‘Primary problem is not with constitution, but political culture’

Published: 01:53, Nov 29,2018


Dr Shahdeen Malik

Participation of political parties is a primary condition but participation by itself does not guarantee free and fair elections, Dr Shahdeen Malik, an advocate of the Supreme Court and constitution expert, tells M Moneruzzaman in an interview with New Age

New Age: What is the principal crisis of democracy in Bangladesh?
Shahdeen Malik: The crisis we are faced with today are on two levels. Firstly, we have not been able to understand and internalise democratic value and norm. Our thinking is still largely feudal. To give an example, if an elected member of the parliament dies, our first instinct is to think about his family members such as wife or son as his replacement. This is clearly a feudal notion. As if the member of the parliament was the jamindar and on the occasion of his death his heirs will replace him, and it happens frequently. So we have replaced so-called democratic principle with rules of kinship, family lineage to be more specific. I see manifestation of feudal thinking everywhere. We have been comfortably using professional title before our names such as advocate x, engineer y, journalist z. We try to identify a person with their professional title as was the case in feudal society. There are ample examples of such practice in our time.
The second, problem of democracy is that democracy presupposes separation of powers and limited government. Instead of ensuring the separation of powers, the independence of the judiciary is constantly undermined, now the independence of the Election Commission is interfered. More importantly, the executive is controlling citizens’ life to the extent that are private life is also controlled and under surveillance. For example, recently, we have been told that I cannot invite my friends for a diner and perhaps for some music on December 31st. State is intruding our lives in an unprecedented manner.

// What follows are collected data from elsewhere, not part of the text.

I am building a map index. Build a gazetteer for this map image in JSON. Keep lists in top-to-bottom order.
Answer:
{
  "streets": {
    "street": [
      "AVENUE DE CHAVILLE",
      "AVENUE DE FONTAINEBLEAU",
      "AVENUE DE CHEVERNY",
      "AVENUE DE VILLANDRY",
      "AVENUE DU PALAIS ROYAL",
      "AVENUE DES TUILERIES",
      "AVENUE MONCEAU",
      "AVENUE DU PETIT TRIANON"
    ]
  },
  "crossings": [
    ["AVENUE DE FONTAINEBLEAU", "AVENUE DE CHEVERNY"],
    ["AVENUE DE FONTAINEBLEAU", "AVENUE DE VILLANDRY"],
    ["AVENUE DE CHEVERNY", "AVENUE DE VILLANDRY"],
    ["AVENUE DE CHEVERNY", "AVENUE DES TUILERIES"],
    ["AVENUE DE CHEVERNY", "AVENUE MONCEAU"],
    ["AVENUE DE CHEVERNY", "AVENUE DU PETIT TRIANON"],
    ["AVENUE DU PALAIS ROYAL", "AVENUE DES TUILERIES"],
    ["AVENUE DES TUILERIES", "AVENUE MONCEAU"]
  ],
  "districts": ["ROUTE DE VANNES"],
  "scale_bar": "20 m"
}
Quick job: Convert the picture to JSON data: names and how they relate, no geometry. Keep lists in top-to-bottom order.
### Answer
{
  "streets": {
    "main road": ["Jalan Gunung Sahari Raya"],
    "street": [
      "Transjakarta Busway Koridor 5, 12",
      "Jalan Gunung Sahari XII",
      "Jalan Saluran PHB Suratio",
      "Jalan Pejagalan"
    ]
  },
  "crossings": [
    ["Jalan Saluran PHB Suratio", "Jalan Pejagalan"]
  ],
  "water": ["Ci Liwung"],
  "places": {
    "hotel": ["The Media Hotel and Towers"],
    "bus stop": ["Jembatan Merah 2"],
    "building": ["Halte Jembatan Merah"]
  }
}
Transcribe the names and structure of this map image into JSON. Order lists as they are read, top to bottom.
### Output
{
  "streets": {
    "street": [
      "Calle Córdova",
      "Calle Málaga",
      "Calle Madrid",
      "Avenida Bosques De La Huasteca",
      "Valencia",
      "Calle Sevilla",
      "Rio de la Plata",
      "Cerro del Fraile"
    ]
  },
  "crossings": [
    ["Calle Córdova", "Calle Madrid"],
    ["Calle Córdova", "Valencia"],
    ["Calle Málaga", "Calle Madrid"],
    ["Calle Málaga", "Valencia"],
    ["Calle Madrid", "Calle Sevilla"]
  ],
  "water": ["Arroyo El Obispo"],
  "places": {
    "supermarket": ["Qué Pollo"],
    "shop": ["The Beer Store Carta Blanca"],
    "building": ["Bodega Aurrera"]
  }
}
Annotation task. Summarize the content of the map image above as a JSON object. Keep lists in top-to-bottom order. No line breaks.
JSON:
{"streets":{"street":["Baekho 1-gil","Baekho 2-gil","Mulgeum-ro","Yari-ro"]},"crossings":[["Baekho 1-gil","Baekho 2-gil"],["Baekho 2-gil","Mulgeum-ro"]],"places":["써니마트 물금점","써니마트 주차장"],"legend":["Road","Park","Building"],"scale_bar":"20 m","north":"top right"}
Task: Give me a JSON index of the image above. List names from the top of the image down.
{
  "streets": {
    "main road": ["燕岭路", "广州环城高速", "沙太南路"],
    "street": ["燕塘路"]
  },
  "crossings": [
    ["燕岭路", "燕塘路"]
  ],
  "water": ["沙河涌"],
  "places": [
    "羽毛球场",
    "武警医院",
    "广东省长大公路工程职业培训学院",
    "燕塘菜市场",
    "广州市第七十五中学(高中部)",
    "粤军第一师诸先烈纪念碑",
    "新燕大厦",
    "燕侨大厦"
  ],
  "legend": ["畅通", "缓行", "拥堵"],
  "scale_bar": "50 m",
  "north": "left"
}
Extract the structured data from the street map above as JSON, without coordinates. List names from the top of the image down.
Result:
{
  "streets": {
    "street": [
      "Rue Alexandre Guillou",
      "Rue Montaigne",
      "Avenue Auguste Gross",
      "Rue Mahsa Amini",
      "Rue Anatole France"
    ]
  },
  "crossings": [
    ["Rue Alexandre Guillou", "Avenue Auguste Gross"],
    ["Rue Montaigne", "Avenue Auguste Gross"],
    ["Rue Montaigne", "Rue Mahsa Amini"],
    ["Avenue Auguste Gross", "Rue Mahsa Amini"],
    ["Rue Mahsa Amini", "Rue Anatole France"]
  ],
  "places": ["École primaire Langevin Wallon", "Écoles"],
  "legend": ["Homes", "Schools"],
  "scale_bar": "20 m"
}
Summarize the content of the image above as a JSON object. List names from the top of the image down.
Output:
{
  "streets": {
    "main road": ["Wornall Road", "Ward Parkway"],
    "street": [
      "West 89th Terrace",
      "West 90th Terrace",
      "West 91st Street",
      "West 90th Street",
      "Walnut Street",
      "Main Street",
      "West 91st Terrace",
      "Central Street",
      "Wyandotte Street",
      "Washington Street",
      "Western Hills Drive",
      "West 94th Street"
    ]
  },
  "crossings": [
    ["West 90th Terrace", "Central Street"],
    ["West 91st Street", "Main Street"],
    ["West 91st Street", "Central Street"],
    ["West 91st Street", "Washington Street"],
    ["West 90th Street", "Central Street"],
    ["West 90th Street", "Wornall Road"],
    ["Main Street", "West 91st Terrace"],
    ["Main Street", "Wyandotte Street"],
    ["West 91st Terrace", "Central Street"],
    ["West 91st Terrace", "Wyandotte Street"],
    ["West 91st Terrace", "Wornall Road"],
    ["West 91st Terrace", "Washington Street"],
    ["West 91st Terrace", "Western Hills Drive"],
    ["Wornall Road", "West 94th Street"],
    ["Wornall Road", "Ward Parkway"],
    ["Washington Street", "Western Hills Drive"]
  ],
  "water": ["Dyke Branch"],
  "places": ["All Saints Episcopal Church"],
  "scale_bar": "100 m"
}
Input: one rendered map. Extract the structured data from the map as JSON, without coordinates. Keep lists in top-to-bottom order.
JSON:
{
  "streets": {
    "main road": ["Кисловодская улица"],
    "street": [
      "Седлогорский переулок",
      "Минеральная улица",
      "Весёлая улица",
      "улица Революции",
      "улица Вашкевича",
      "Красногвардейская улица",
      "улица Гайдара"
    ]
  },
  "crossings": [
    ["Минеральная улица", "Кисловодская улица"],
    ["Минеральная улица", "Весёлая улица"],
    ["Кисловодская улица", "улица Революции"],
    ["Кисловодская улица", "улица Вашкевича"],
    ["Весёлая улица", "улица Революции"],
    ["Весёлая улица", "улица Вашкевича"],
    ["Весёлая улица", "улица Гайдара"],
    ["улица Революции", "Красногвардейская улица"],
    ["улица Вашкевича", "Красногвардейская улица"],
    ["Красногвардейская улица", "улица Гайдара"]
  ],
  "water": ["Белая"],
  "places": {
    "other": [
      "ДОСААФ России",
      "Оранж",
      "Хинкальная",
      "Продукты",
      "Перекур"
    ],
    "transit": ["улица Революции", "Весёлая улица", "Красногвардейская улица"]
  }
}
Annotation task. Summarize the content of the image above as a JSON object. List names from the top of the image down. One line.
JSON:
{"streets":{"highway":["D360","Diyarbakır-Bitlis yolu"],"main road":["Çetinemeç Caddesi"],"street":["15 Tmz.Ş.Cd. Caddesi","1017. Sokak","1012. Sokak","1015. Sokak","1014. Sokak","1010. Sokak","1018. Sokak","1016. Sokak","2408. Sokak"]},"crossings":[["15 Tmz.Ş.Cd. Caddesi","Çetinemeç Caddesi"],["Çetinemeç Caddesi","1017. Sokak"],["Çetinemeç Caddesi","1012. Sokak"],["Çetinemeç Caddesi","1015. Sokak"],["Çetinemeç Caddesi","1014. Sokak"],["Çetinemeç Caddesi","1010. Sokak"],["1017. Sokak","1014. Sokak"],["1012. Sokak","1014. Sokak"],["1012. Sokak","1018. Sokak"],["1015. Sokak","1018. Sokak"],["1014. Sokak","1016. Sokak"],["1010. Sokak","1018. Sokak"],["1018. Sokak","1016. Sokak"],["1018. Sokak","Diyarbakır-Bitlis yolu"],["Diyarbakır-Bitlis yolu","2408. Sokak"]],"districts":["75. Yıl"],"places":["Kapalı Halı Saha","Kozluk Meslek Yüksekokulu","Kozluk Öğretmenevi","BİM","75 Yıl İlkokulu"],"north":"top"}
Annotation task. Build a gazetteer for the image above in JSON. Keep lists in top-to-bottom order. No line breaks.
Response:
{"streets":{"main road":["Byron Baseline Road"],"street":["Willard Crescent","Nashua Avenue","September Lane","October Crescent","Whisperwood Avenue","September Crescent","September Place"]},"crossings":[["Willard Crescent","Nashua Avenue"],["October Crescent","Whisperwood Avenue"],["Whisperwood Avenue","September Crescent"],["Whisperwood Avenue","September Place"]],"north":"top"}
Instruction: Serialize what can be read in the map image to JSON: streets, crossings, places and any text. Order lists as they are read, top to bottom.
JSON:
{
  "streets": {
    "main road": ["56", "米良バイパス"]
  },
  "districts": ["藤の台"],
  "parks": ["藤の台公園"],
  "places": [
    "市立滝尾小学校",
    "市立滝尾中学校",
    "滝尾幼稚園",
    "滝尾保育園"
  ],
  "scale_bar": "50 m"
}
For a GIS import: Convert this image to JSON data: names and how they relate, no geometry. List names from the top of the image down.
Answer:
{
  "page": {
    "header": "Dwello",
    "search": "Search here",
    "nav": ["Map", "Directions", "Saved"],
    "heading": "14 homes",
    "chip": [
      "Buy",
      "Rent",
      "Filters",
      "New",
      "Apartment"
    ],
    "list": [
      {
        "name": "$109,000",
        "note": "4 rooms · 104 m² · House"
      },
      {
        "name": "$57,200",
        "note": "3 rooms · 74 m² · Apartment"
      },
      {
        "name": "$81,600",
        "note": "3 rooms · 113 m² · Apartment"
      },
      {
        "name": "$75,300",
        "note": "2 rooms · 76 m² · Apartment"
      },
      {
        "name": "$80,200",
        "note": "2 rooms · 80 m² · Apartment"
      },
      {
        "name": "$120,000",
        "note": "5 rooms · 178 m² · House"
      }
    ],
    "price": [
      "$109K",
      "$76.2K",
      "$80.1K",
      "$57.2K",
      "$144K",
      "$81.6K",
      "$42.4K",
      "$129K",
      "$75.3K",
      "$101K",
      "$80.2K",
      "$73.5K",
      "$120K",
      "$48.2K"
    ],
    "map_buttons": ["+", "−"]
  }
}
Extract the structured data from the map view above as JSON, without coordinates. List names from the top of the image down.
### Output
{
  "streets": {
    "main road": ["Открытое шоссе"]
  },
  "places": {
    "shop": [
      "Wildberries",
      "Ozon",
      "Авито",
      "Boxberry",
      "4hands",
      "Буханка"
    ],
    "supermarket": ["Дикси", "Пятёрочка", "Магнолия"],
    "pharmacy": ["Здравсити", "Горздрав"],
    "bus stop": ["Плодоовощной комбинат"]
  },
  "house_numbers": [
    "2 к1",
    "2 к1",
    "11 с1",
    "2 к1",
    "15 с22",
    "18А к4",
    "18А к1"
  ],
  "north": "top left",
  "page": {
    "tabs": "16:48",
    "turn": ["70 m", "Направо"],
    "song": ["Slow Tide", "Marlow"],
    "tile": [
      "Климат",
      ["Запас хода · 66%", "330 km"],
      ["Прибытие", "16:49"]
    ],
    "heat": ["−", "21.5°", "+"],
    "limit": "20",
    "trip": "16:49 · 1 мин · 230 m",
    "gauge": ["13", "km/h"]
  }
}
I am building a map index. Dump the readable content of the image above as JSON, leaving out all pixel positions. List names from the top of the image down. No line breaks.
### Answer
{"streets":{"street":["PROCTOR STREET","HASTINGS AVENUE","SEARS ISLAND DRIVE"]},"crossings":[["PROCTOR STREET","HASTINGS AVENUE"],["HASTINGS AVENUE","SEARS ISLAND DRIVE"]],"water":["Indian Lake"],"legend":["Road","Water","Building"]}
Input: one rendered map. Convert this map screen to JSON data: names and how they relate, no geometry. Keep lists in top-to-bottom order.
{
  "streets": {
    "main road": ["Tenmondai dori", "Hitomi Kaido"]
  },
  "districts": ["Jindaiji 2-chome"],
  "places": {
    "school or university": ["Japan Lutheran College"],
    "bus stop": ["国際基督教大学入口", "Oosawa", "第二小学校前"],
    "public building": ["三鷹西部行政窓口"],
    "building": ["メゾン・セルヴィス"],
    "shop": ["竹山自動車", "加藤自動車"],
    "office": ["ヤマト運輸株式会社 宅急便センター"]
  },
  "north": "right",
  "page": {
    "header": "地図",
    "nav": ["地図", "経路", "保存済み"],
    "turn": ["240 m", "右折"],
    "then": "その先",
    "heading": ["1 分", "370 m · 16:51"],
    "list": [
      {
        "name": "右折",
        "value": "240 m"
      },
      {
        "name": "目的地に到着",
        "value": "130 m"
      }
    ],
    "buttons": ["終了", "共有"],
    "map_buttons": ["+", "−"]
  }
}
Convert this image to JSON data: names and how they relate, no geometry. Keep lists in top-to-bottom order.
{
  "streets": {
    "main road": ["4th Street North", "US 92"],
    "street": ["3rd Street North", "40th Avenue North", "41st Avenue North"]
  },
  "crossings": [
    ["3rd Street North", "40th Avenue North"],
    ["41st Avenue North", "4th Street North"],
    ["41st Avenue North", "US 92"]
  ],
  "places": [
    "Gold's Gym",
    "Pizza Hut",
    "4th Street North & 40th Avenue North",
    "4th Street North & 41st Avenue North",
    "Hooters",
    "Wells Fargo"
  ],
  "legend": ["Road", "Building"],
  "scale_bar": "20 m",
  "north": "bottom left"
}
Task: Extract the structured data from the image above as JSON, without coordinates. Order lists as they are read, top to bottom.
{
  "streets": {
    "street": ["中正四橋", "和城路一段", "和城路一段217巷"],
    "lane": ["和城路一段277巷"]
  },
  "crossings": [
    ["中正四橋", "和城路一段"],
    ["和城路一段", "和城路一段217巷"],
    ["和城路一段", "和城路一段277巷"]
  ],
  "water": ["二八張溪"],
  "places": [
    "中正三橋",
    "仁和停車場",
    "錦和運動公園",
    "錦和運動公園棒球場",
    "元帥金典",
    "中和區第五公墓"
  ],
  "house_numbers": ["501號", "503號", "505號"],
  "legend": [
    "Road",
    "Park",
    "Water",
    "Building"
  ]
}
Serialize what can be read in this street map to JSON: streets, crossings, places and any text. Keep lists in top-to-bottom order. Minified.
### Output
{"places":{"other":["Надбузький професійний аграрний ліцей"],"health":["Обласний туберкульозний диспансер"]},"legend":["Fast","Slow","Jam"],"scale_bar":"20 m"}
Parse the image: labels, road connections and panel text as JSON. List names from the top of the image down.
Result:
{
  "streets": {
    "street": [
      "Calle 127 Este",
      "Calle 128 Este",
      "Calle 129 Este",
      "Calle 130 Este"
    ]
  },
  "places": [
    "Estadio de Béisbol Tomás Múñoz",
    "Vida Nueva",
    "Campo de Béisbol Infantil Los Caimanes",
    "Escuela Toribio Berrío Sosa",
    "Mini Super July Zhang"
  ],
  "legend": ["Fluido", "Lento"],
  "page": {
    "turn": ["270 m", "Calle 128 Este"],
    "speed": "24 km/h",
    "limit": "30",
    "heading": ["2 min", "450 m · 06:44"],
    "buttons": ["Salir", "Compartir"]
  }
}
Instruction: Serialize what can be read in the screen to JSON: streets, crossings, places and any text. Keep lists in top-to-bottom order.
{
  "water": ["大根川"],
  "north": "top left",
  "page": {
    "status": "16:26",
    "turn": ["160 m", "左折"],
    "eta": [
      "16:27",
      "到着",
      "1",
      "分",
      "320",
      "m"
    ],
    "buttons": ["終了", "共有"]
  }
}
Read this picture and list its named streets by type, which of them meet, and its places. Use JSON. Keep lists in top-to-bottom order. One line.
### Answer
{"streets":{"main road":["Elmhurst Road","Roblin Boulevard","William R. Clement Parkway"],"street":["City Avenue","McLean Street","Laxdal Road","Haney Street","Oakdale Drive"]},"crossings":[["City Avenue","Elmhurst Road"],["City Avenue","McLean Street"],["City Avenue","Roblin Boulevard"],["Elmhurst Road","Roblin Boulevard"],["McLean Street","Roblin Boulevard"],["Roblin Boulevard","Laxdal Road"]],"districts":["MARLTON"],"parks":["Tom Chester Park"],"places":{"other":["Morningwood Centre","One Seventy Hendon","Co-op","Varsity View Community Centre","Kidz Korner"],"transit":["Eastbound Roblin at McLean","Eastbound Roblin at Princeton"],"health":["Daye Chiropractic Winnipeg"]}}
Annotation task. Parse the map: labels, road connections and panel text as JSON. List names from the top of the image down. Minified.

New Age: Do you think that the next general elections are going to be inclusive, with all political parties actively taking party? What are the prime conditions for making elections inclusive?
Shahdeen Malik: The major political parties have declared their intention to participate in the upcoming elections. We must note that the participation of the political parties is a primary condition, but the participation by itself does not guarantee a free and fair election. I am very hopeful about their participation, at the same time I am doubtful about a free and fair election. The international community by declining to send observer to monitor the next election has already indicated that they don’t have much faith in the system in place for administering the election. The fact that they have decided too far ahead of election time is something worth taking a note of, it indicates that the result of the election is perhaps already known and being present their as observer won’t have much impact. The election commission has been largely partisan; therefore, there will be participation, but hardly any chance of a free and fair election.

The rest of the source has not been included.